Voli in crescita e turismo in espansione
Secondo Innocenti, il 2026 si è aperto con segnali positivi sia per l’outgoing sia per l’incoming. “I pugliesi stanno partendo, soprattutto per il lungo raggio. Gennaio e febbraio hanno visto tanti viaggi verso i Caraibi, con scali a New York e poi verso Miami, Bahamas o Santo Domingo”, spiega.
Ma è soprattutto il potenziamento dei collegamenti aerei a trainare le prospettive estive. Con sei voli settimanali Bari-New York, la Puglia punta a intercettare un flusso crescente di turisti statunitensi e di oriundi italiani residenti negli Usa. “Con queste frequenze è automatico che ci sia un incremento dell’incoming”, osserva Innocenti, sottolineando il ruolo strategico svolto da Aeroporti di Puglia nel consolidare la rete delle rotte internazionali.

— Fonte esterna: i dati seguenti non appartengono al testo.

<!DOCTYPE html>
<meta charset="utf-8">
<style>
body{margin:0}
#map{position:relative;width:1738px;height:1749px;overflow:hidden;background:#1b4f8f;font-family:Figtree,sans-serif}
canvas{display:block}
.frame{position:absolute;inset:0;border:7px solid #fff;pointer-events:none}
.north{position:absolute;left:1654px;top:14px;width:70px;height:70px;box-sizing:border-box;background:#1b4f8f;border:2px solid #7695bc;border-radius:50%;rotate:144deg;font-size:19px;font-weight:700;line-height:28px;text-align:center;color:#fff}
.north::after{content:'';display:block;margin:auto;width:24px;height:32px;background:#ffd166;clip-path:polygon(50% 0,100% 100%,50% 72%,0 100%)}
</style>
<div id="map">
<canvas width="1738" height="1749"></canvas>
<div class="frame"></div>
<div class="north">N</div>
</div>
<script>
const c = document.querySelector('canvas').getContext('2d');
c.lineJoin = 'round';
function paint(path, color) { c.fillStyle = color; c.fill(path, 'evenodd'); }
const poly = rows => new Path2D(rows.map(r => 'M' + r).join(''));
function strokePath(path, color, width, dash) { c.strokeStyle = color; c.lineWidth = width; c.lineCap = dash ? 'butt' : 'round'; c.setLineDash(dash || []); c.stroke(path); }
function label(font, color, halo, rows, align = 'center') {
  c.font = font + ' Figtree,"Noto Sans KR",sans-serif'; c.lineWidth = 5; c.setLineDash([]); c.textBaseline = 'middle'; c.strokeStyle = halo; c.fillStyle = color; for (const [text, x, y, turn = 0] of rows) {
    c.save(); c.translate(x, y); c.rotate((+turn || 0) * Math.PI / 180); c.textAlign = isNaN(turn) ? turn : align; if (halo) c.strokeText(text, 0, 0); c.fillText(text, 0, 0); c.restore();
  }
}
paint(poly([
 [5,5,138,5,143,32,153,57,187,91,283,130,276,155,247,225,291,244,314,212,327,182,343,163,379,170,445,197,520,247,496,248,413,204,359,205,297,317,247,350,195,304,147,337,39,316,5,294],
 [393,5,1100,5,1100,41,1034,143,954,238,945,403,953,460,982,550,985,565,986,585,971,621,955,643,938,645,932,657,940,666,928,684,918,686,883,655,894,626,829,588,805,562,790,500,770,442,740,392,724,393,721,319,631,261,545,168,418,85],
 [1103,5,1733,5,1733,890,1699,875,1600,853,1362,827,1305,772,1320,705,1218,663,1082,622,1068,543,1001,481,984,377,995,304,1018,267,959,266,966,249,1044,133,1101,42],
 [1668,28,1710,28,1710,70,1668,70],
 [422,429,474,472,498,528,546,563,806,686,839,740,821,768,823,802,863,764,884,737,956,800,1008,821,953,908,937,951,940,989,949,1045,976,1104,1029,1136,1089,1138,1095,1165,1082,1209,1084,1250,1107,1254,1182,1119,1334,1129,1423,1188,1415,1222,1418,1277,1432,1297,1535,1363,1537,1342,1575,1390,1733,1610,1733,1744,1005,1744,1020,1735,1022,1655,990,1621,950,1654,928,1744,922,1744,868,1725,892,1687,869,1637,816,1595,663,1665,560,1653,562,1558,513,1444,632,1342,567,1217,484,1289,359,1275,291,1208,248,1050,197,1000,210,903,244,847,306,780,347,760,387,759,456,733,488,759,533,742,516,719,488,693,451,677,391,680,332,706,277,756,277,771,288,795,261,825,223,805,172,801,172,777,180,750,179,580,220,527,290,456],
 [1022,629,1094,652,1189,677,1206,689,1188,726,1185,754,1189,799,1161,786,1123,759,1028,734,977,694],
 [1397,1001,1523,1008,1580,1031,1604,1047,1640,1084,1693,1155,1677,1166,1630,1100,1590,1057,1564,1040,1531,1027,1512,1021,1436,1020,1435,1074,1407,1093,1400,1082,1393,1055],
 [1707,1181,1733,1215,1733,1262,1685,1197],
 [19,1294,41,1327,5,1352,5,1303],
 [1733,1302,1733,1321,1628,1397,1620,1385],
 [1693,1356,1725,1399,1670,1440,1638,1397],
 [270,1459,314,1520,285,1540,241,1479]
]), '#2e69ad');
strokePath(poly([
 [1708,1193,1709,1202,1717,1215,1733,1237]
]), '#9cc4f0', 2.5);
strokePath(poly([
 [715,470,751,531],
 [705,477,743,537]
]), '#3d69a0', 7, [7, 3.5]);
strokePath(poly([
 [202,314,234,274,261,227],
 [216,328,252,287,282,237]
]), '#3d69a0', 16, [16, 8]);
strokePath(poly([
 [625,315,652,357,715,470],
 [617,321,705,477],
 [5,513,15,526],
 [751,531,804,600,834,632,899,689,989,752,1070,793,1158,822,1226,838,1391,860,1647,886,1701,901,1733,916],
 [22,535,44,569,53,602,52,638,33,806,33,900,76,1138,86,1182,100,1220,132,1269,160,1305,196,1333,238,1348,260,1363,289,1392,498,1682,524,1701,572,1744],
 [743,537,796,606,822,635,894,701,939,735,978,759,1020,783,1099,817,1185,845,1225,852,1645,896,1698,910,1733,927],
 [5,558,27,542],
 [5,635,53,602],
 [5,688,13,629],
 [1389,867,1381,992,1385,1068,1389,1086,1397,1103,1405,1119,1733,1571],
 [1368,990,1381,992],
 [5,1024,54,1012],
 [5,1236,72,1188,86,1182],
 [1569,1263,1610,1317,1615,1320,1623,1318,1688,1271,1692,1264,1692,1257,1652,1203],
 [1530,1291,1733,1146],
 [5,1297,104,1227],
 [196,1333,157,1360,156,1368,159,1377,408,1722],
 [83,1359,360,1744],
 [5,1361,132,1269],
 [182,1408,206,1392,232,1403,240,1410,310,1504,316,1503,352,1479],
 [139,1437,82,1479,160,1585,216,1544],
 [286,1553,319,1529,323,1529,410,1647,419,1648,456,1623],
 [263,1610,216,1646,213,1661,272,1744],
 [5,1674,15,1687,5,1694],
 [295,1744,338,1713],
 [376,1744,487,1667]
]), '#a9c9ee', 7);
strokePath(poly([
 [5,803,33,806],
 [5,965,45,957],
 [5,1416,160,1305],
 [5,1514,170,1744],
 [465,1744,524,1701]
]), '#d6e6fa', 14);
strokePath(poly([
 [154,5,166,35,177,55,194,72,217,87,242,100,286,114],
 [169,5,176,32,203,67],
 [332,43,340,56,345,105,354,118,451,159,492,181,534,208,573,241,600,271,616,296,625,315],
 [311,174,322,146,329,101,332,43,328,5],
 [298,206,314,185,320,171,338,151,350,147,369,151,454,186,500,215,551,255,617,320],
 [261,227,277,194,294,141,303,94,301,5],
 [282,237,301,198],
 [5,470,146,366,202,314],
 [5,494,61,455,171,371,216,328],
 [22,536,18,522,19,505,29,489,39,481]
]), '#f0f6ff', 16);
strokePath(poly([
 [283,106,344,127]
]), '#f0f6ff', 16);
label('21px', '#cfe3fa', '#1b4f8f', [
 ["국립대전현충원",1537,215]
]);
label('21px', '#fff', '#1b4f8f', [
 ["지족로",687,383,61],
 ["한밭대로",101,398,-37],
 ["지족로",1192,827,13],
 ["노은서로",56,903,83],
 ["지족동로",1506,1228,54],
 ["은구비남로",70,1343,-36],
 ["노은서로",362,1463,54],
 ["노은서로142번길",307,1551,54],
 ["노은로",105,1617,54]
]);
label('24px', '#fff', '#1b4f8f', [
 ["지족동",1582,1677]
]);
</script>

Il boom dei weekend e la nuova mobilità
Un altro segnale di cambiamento riguarda le abitudini di viaggio dei pugliesi. “Siamo a febbraio e c’è chi parte tranquillamente per quattro giorni, magari per Madrid. Fino a quindici anni fa non era così”, racconta. Una nuova cultura della mobilità che rafforza anche il tessuto economico del settore.
L’allarme sui prezzi: “Così ci bruciamo”
Accanto all’ottimismo, però, emerge un monito chiaro. Innocenti invita istituzioni e operatori a vigilare sui prezzi, soprattutto nella ristorazione. “Non possiamo pensare che un piatto di assassina costi 18 euro più servizio, o che una frisella arrivi a 14 euro. Un pezzo di focaccia a 5 euro non è sostenibile”, afferma.
Il rischio, secondo il rappresentante di Fiavet, è quello di perdere competitività rispetto ad altre regioni come Calabria o Sardegna, che in passato hanno vissuto fasi di crescita seguite da cali legati proprio all’aumento eccessivo dei costi. “Non siamo gli unici ad avere mare e buona cucina. Se continuiamo così, l’incoming può spostarsi altrove”, avverte.
Una sfida di equilibrio
L’estate 2026 si annuncia dunque promettente, con una forte componente americana e un’Europa sempre più connessa grazie ai nuovi voli. Ma la sfida sarà trovare un equilibrio tra crescita e sostenibilità economica.
Il messaggio lanciato attraverso La Gazzetta del Mezzogiorno è chiaro: consolidare il successo senza trasformarlo in una corsa al rialzo che potrebbe compromettere il futuro del turismo pugliese.